There's something magical about this image, and something metaphorical about those "armies." The speaker's loved ones aren't all literally soldiers. But they feel to him like a mighty force, ready to fight for a cause. And they're both inside him and outside him. He can "engirth" them with his imagination and his affection, holding them inside himself just as they can literally hold him from the outside.
In other words, it's as if the strength of the "love" the speaker feels for these people fills him up and gives him courage—as if, in singing this song in praise of the body, he's about to set off on an epic quest or fight a battle. Clearly, he feels that there's a cause he needs to stand up for, here.

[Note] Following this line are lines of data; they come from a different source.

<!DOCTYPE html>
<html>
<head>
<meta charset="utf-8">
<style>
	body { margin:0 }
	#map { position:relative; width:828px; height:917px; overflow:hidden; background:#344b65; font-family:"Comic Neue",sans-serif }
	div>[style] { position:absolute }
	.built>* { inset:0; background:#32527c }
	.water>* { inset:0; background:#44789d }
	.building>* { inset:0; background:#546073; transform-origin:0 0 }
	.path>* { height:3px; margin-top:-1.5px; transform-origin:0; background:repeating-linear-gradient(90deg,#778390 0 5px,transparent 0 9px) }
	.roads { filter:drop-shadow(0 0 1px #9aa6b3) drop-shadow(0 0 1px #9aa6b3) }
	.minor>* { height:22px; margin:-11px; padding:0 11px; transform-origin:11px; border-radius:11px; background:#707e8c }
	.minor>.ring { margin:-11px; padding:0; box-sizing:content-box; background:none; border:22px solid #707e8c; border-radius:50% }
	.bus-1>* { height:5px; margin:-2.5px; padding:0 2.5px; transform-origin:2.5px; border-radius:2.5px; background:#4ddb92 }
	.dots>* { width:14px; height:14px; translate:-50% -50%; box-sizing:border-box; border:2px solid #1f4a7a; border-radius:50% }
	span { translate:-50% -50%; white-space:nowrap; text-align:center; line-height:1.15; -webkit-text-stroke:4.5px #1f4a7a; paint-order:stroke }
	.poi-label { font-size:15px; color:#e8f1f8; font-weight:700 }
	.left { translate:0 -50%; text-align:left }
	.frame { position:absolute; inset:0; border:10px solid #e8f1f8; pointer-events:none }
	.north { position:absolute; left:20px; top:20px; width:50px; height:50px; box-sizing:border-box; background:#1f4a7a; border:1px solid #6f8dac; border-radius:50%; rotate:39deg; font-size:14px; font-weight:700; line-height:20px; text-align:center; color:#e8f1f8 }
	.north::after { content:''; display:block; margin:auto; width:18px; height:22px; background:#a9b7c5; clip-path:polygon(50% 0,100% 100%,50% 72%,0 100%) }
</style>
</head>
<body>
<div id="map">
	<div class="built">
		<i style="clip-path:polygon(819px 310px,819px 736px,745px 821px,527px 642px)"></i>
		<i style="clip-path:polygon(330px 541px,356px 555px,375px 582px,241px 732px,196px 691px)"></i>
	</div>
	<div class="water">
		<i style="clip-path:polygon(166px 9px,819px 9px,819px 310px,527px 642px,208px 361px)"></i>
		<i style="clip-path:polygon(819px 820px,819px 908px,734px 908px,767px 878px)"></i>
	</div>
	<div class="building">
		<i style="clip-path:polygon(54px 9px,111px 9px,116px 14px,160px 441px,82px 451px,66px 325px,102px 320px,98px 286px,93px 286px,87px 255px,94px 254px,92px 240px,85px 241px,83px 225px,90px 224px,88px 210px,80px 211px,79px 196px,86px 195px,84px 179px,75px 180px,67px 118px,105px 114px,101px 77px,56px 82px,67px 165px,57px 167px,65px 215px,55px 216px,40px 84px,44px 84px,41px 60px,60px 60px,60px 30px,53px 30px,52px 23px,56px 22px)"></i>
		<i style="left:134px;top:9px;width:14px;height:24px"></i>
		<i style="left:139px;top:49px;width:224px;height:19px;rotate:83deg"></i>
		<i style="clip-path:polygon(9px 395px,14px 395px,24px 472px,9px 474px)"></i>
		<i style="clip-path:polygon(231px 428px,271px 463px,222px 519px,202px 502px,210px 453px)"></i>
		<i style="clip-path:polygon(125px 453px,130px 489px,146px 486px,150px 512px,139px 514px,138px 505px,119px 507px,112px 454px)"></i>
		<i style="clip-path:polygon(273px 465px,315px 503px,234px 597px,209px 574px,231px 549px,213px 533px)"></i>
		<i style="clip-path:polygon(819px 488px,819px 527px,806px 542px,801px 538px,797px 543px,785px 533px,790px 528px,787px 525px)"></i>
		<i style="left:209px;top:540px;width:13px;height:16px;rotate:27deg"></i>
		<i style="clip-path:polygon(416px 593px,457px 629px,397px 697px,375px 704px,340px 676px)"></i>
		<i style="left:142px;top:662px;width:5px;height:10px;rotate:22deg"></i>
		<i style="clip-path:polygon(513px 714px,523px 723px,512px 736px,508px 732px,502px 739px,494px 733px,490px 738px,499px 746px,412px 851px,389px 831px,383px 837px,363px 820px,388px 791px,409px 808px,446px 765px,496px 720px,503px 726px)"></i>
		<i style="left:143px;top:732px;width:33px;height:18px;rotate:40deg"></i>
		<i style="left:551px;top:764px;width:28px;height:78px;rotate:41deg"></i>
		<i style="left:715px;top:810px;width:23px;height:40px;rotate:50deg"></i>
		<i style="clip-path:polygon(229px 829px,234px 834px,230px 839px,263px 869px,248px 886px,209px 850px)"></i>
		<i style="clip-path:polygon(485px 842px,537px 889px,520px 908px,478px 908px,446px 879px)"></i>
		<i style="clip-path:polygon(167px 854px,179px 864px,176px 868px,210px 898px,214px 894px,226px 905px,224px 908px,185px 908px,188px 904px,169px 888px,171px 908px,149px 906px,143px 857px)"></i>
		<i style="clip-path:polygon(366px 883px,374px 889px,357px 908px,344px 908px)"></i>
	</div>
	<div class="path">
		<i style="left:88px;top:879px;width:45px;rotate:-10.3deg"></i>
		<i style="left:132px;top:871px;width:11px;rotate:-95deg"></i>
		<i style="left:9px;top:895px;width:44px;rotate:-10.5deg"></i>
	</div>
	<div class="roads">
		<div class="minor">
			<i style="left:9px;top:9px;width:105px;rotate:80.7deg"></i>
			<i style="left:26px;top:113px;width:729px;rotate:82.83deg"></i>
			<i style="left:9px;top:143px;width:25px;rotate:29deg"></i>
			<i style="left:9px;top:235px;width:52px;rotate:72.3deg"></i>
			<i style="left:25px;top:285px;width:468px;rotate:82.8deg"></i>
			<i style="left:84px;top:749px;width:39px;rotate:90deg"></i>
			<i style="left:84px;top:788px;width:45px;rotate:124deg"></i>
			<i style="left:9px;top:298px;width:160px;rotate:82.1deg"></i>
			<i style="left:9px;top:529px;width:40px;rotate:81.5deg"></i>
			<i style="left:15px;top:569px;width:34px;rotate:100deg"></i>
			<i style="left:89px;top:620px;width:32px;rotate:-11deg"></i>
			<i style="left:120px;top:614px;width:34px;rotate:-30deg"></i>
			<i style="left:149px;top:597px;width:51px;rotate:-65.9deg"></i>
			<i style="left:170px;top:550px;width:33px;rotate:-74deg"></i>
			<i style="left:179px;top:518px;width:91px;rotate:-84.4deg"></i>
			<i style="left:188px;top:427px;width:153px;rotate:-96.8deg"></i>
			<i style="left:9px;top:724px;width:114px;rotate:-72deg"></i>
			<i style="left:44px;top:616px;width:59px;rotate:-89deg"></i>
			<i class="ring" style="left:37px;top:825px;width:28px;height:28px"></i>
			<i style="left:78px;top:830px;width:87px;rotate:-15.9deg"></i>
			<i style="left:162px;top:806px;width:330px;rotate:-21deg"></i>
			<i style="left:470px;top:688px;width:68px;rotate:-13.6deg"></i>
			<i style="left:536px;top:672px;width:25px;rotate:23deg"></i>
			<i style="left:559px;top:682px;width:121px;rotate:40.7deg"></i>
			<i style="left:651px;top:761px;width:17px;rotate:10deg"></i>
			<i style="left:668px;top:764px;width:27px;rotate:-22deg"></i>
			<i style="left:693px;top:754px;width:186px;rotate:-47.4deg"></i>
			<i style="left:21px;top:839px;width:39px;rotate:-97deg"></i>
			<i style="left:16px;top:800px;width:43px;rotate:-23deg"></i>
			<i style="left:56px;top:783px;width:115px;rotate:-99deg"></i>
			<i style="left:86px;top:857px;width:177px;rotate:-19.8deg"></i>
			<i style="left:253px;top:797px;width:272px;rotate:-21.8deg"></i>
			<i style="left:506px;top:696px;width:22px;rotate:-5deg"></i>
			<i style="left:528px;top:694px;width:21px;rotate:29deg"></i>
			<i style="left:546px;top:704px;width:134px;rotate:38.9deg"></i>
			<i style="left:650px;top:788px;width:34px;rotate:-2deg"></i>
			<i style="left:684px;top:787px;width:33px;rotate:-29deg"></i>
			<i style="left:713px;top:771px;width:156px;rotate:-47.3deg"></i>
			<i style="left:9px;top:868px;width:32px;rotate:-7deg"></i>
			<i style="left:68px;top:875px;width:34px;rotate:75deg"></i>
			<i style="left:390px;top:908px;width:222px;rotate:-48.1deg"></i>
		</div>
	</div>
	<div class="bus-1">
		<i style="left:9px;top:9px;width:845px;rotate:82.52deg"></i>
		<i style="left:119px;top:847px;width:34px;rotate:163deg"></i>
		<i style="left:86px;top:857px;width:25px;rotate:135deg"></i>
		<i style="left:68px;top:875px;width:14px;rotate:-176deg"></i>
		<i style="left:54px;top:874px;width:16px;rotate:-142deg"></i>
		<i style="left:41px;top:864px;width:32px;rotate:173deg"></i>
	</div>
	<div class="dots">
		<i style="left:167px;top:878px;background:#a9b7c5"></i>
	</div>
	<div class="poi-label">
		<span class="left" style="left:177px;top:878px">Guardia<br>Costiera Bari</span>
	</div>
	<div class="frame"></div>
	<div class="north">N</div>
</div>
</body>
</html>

And the "armies" of his beloveds aren't going to let him get away with not standing up for that cause! "They will not let [him] off" until he "respond[s] to them": something about the force of their mutual love also means he has to "sing the body electric." Singing this song will also make the bodies of his loved ones even more "electric": he must "charge them full with the charge of the soul." Doing so will "discorrupt" them, purify them somehow.
All of this suggests that this song of the "body electric" won't just be a song of delight. It will be a song about something special about the body: the way it's "charge[d]" with the soul, animated with the soul's electrical energy. Defending that belief will be an act of purification, a way to "discorrupt" the speaker's loved ones. And it will, apparently, take a good deal of courage.
In other words: this won't just be a poem about how the body is lively, brilliant, exciting, and soulful. It'll be a poem about what that belief means, and how it should change the way that people live.